*What to do*
Nothing in the records that follow should differ once you have copied them out.

*** Data for review

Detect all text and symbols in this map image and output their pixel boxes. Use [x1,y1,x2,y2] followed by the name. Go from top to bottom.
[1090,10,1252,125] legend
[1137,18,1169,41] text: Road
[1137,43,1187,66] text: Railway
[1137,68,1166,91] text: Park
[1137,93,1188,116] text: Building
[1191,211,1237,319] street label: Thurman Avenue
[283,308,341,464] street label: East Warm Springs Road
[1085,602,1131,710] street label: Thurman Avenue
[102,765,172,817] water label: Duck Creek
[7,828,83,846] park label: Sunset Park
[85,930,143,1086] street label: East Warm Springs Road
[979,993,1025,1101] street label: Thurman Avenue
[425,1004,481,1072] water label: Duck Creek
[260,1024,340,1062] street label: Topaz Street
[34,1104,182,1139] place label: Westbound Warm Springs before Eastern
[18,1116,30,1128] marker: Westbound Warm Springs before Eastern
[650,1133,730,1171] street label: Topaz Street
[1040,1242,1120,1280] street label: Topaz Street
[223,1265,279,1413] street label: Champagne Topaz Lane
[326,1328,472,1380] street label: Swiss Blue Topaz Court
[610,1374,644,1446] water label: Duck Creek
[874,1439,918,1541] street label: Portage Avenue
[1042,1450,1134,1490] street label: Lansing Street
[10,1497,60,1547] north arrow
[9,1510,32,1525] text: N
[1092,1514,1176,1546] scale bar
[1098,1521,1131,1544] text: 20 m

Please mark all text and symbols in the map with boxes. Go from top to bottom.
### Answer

******

*Answer below*
Detect all text and symbols in this map image and output their pixel boxes. Use [x1,y1,x2,y2] followed by the name. Go from top to bottom.
[1090,10,1252,125] legend
[1137,18,1169,41] text: Road
[1137,43,1187,66] text: Railway
[1137,68,1166,91] text: Park
[1137,93,1188,116] text: Building
[1191,211,1237,319] street label: Thurman Avenue
[283,308,341,464] street label: East Warm Springs Road
[1085,602,1131,710] street label: Thurman Avenue
[102,765,172,817] water label: Duck Creek
[7,828,83,846] park label: Sunset Park
[85,930,143,1086] street label: East Warm Springs Road
[979,993,1025,1101] street label: Thurman Avenue
[425,1004,481,1072] water label: Duck Creek
[260,1024,340,1062] street label: Topaz Street
[34,1104,182,1139] place label: Westbound Warm Springs before Eastern
[18,1116,30,1128] marker: Westbound Warm Springs before Eastern
[650,1133,730,1171] street label: Topaz Street
[1040,1242,1120,1280] street label: Topaz Street
[223,1265,279,1413] street label: Champagne Topaz Lane
[326,1328,472,1380] street label: Swiss Blue Topaz Court
[610,1374,644,1446] water label: Duck Creek
[874,1439,918,1541] street label: Portage Avenue
[1042,1450,1134,1490] street label: Lansing Street
[10,1497,60,1547] north arrow
[9,1510,32,1525] text: N
[1092,1514,1176,1546] scale bar
[1098,1521,1131,1544] text: 20 m

Please mark all text and symbols in the map with boxes. Go from top to bottom.
### Answer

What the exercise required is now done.